If you’ve ever downloaded a large file—a game patch, or (let’s be honest) a TV show—chances are you’ve used BitTorrent, even if indirectly. Born in 2001 from the mind of Bram Cohen, BitTorrent didn’t just become another file-sharing protocol—it became the most efficient way to distribute large files across the internet. At its peak, it accounted for 35% of all internet traffic.
But what made BitTorrent so special? And how does it actually work? Let’s break it down.
P2P networking : A refresher
A simple definition :
💡A communications model in which each party has the same capabilities and either party
can initiate a communication session
The formal definition :
💡A distributed network architecture may be called a Peer-to-Peer (P-to-P, P2P,...) network
if the participants share a part of their own (hardware) resources (processing*
*power, storage capacity, network link capacity, printers,...).
These shared resources are necessary to provide the Service and content offered by the network (e.g. file sharing or shared workspaces for collaboration).
They are accessible by other peers directly, without passing intermediary entities.*
The participants of such a network are thus resource (Service and content) providers as well as resource (Service and content) requestors (Servant-concept)
Pure p2p :
💡A distributed network architecture has to be classified as a “Pure” Peer-to-Peer network,
if it is firstly a Peer-to- Peer network according to Definition 1 and
secondly if any single, arbitrary chosen Terminal Entity can be removed from the network without having the network suffering any loss of network service*
Hybrid p2p :
💡distributed network architecture has to be classified as a “Hybrid” Peer-to-Peer network, if it is firstly a Peer-to-Peer network according to Definition 1 and secondly a central entity is necessary to provide parts of the offered network services
Why bittorrent was just different
Most early file-sharing systems (like Napster or Kazaa) relied on a simple model: you download a file directly from one person. The problem? If that person had a slow upload speed, your download crawled to a halt.

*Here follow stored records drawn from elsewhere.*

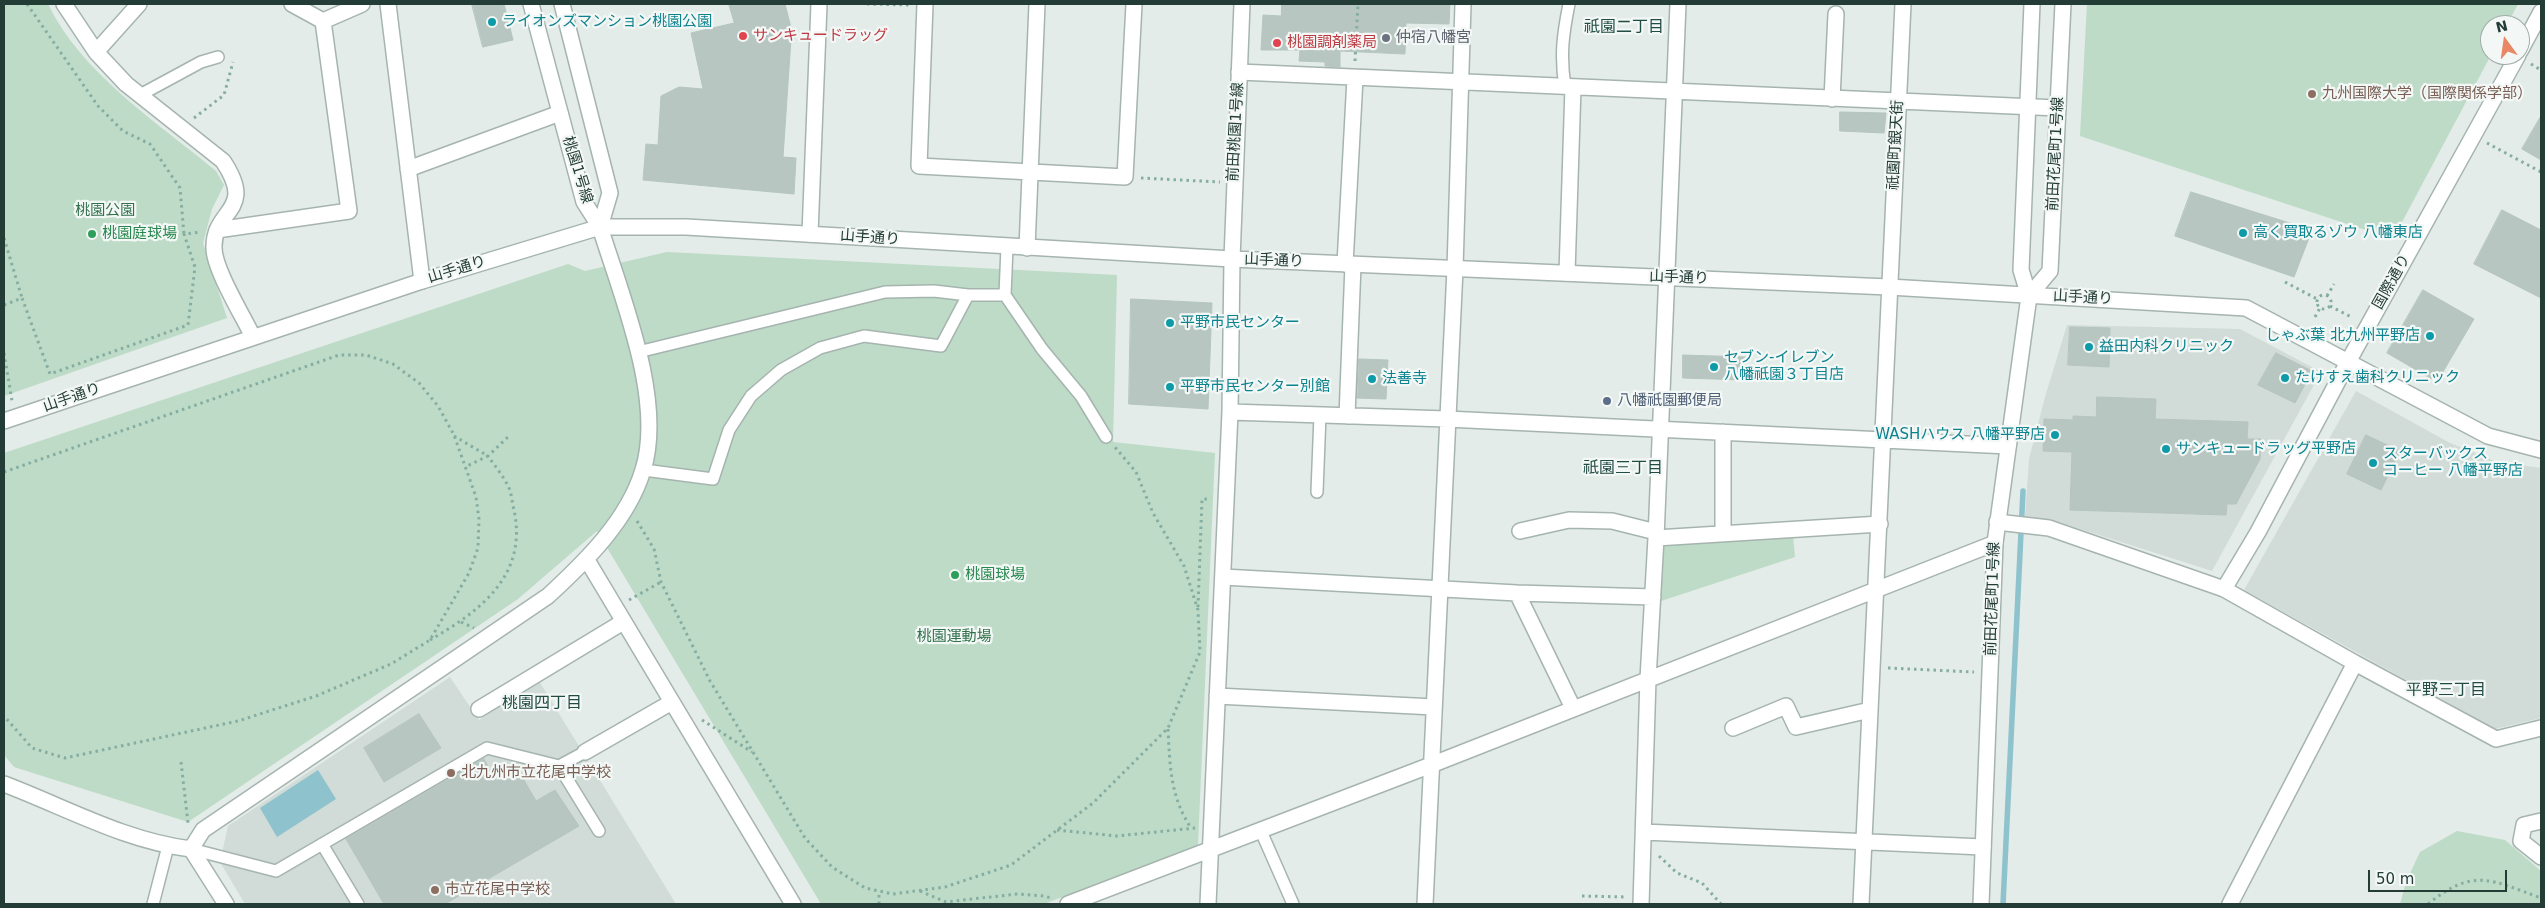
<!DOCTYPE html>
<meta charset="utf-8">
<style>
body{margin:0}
#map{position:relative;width:2545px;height:908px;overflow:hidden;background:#e3ece8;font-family:"DejaVu Sans",sans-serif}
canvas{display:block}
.frame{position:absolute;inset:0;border:5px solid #243c36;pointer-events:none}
.north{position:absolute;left:2480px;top:15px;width:50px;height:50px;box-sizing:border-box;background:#f3f8f6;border:1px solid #a0ada9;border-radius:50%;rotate:346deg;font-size:14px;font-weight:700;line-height:20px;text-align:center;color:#243c36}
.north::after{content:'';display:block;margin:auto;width:18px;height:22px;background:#e98864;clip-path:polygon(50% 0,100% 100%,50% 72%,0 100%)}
.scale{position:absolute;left:2368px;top:870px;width:139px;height:22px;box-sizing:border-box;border:2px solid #243c36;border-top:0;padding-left:6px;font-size:15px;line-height:18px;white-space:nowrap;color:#243c36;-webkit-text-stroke:4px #f3f8f6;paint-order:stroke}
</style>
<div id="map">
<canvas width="2545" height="908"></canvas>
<div class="frame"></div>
<div class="north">N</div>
<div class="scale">50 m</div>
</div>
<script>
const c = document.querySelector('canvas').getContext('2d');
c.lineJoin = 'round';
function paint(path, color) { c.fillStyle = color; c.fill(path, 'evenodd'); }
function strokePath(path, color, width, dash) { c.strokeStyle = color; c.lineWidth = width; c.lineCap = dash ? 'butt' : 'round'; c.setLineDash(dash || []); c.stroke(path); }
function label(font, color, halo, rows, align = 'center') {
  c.font = font + ' "DejaVu Sans","Noto Sans JP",sans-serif'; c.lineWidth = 4.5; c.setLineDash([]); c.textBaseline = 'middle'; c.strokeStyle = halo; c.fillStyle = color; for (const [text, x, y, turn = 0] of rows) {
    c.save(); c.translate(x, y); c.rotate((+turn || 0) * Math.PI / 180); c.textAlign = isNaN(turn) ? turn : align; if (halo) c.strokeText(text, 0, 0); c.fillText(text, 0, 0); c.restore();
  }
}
const built = new Path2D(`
 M2067,325L2240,329L2321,372L2212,571L2052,520L2025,517L2029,459L2045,397Z
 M2356,391L2450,443L2497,462L2541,468V718L2495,729L2244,590Z
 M450,677L479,720L539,681L676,904H245L220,862L228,826Z`);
const green = new Path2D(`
 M4,4H48C81,73 158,123 216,171L224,185L212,209L203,243L227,318L4,396Z
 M2087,4H2518L2507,25H2490L2491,55L2393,239L2080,136Z
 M667,252L1117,275L1113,442L1215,453L1198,845L1044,904H821L597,531L518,599L188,822L14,767L4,755V453L568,264L585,271Z
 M1793,536L1795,557L1658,602L1661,545Z
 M2457,831L2505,840L2541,871V904H2400L2406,882L2420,852Z`);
const water = new Path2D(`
 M318,770L336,799L277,837L260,808Z`);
const stream = new Path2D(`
 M2003,904L2023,491`);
const building = new Path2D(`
 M472,4H504L513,40L483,47Z
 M729,4H785L794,39H791L783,157L796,158L794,194L643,180L646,144L658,145L661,96L679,87L703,89L691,33L734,23Z
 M1282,4H1450L1449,24L1406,23L1405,54L1340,51V67L1325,66V62L1299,61L1300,50H1261L1263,15L1281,16Z
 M1840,112L1886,113L1884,133L1840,131Z
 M2541,116V160L2522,149Z
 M2191,192L2312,230L2294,277L2175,236Z
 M2502,210L2541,230V298L2474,264Z
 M2423,290L2474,319L2437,382L2387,353Z
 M1131,299L1212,303L1208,409L1129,404Z
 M2070,327L2110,328L2109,367L2068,365Z
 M2276,353L2312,371L2295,403L2258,385Z
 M1683,355L1746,357L1744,380L1683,378Z
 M1359,359L1388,360L1386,399L1357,398Z
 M2097,397L2156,399L2155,419L2248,422L2247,439H2261L2260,459L2236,504H2227L2226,515L2070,510L2072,452L2043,451L2044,419L2073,420V416L2096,417Z
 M2366,435L2400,451L2381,490L2347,474Z
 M419,714L441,748L384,782L364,748Z
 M484,759L496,781L517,768L536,801L555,790L579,826L445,904H384L346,839Z`);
const path = new Path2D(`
 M27,4L98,106L123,131L150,144L180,188L184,234
 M867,4L909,5
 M1355,61L1358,4
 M2531,64L2541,70
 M194,118L224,95L233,62
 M2487,143L2541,172
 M1141,178L1220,182
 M4,238L22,298
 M2285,282L2317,299
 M2317 302a7 7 0 1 1 14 0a7 7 0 1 1-14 0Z
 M2327,296L2334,284
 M4,305L22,298L50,374L188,325L195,267L184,234L201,232
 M2330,306L2353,318
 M2315,317L2320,308
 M4,353L12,401
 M454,436L488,456L465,467
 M4,472L339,355H366L393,364L419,383L438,406L454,435L476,497L479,519L478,548L469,573L430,640L391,664L316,696L238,721L65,758L32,748L4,716
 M637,521L654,549L661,582L710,681L805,838L832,867L865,888L893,894L945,887L1011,865L1093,803L1168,728L1200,652L1198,610L1184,566L1153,513L1136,472L1114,446
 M629,600L661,582
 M1198,607L1202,499H1211
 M461,622L474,628
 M430,640C480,611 528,576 514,510C512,503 512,495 509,488C504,477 495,466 488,456L510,435
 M1888,668L1974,672
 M702,720L752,752
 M1168,729C1170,766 1170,796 1191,828
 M181,762L188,823
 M1057,830L1117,836L1195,828
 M1659,856L1677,873L1702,883L1721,904
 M920,891L946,902L1017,894L1045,896L1053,899
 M1582,896L1627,897
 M879,904V891
 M2428,904C2474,867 2491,880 2541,898`);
const service = new Path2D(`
 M1565,87C1560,55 1563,34 1569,4
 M140,95L201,62L218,57
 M1005,295L1007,247
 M638,352L885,292L934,291L968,295H1005L1042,349L1081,396L1106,437
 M644,470L713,479L729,430L751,396L781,370L820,348L864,336L941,346L968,295
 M1317,492L1320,415
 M559,766L599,831
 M1260,829L1293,904
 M322,844L358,904
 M191,849L276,871L487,748L559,766L585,752
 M153,904L168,846`);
const minor = new Path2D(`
 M64,4L96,52L126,84L223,161C257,212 213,208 214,248C214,269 243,316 253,337
 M292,4L323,21
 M388,4L422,281
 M925,4L919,166L1125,177L1134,4
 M96,52L139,4
 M1239,72L2058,108
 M1832,99L1836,14
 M408,169L560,113
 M217,230L349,211L323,21L362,4
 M810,234L819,4
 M1027,248L1037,4
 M1345,264L1355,78
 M1567,273L1573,87
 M1230,412L1447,419L2008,446
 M1347,416L1353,265
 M1723,432V534
 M1997,522L2049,528L2224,589L2355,663L2230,904
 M1520,531L1569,520L1612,521L1656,532
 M1656,538L1880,524
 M587,560L793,904
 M1223,577L1517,593L1653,597
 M1517,593L1573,708
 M2355,663L2496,739L2541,728
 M1217,696L1434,707
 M479,709L623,622
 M1733,728L1786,706L1796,727L1870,710
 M585,752L672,702
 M4,784C65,807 125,841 191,849L203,830L548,596C586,561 628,520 643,470C665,400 621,295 600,227
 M2541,821L2524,825L2521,841L2541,857
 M1644,832L1983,847
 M191,849L226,904
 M1068,904L1431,765L1995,543
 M1208,904L1230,412L1232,259
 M1425,904L1455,269L1463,4
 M1641,904L1648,679L1656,538L1678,4
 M1861,904L1903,4`);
const tertiary = new Path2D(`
 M531,4L584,202L600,227
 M562,4L610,193L600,227
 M2032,4L2021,270L2029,296L2050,271L2063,4
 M2520,51L2541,12
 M1232,259L1242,4
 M4,421L422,281L600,227H686L1232,259L1889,287L2246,308L2488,436L2541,450
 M2224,589L2258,532L2348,362L2518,55
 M1981,904L1995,543L2029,296`);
const markers = [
 [492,22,5,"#0f9aa8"],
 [743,36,5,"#e0444e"],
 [1386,38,5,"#6b7280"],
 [1277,43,5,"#e0444e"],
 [2312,94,5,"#8d6e63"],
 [2243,233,5,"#0f9aa8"],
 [92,234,5,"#2e9e5b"],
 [1170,323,5,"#0f9aa8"],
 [2430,336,5,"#0f9aa8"],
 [2089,347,5,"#0f9aa8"],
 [1714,367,5,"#0f9aa8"],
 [2285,378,5,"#0f9aa8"],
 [1372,379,5,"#0f9aa8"],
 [1170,387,5,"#0f9aa8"],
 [1607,401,5,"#5c6f8a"],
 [2055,435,5,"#0f9aa8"],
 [2166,449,5,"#0f9aa8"],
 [2373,463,5,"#0f9aa8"],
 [955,575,5,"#2e9e5b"],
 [451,773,5,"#8d6e63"],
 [435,890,5,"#8d6e63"]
];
const cultureNames = [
 ["ライオンズマンション桃園公園",502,22],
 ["高く買取るゾウ 八幡東店",2253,233],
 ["平野市民センター",1180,323],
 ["しゃぶ葉 北九州平野店",2420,336,"right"],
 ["益田内科クリニック",2099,347],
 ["セブン-イレブン",1724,358],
 ["八幡祇園３丁目店",1724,375],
 ["たけすえ歯科クリニック",2295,378],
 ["法善寺",1382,379],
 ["平野市民センター別館",1180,387],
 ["WASHハウス 八幡平野店",2045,435,"right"],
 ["サンキュードラッグ平野店",2176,449],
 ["スターバックス",2383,454],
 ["コーヒー 八幡平野店",2383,471]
];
const healthNames = [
 ["サンキュードラッグ",753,36],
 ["桃園調剤薬局",1287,43]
];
const worshipNames = [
 ["仲宿八幡宮",1396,38]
];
const educationNames = [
 ["九州国際大学（国際関係学部）",2322,94],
 ["北九州市立花尾中学校",461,773],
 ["市立花尾中学校",445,890]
];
const streetNames = [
 ["前田桃園1号線",1236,132,-87],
 ["祇園町銀天街",1896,145,-87],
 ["前田花尾町1号線",2056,154,-87],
 ["桃園1号線",577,170,73],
 ["山手通り",870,238,4],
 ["山手通り",1274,261,2],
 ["山手通り",457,270,-17],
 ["山手通り",1679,278,2],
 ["国際通り",2392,282,-61],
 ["山手通り",2083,298,3],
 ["山手通り",72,398,-19],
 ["前田花尾町1号線",1993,599,-88]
];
const parkNames = [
 ["桃園公園",105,211],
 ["桃園運動場",954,637]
];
const leisureNames = [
 ["桃園庭球場",102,234],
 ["桃園球場",965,575]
];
const serviceNames = [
 ["八幡祇園郵便局",1617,401]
];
const neighbourhoodNames = [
 ["祇園二丁目",1624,28],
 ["祇園三丁目",1623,469],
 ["平野三丁目",2446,691],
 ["桃園四丁目",542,704]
];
paint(built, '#d1dbd7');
paint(green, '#bddbc6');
paint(water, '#8ec2cd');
strokePath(stream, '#8ec2cd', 5.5);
paint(building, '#b8c6c1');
strokePath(building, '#b5c5bf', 1);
strokePath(service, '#a6b4af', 14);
strokePath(minor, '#a6b4af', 18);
strokePath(tertiary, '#a6b4af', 18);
strokePath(path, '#85ada2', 3, [2.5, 4]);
strokePath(service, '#fff', 11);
strokePath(minor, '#fff', 15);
strokePath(tertiary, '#fff', 15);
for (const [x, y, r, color] of markers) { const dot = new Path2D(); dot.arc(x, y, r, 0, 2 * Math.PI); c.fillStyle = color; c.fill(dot); strokePath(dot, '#f3f8f6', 2); }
label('15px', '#0d838f', '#f3f8f6', cultureNames, 'left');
label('15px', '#be3a42', '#f3f8f6', healthNames, 'left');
label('15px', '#5b616d', '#f3f8f6', worshipNames, 'left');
label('15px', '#785e54', '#f3f8f6', educationNames, 'left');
label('15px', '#243c36', '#f3f8f6', streetNames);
label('15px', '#30704b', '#f3f8f6', parkNames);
label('15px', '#27864d', '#f3f8f6', leisureNames, 'left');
label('15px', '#4e5e75', '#f3f8f6', serviceNames, 'left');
label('16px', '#214c43', '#f3f8f6', neighbourhoodNames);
</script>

BitTorrent flipped this on its head by introducing swarming—a way to download different pieces of a file from multiple people at once. This meant:
Faster downloads (you’re not bottlenecked by one slow peer).
Fairer sharing (you upload to others while downloading).
Less strain on the original host (the more people downloading, the more sources there are).
The key innovation? Tit-for-tat incentives—if you don’t upload to others, they won’t upload to you. This kept freeloaders in check and made the system self-sustaining
Architecture
💡Read the entire protocol specification at https://www.bittorrent.org/beps/bep_0003.html
The base components of the system are :
static metainfo file (a “torrent” file) - A metadata file that describes the content (filename, size, hashes) and points to the tracker.
a tracker - A server (or decentralized network) that helps peers find each other in the swarm.
Seed (an original downloader) - A peer that has the complete file and shares it with others.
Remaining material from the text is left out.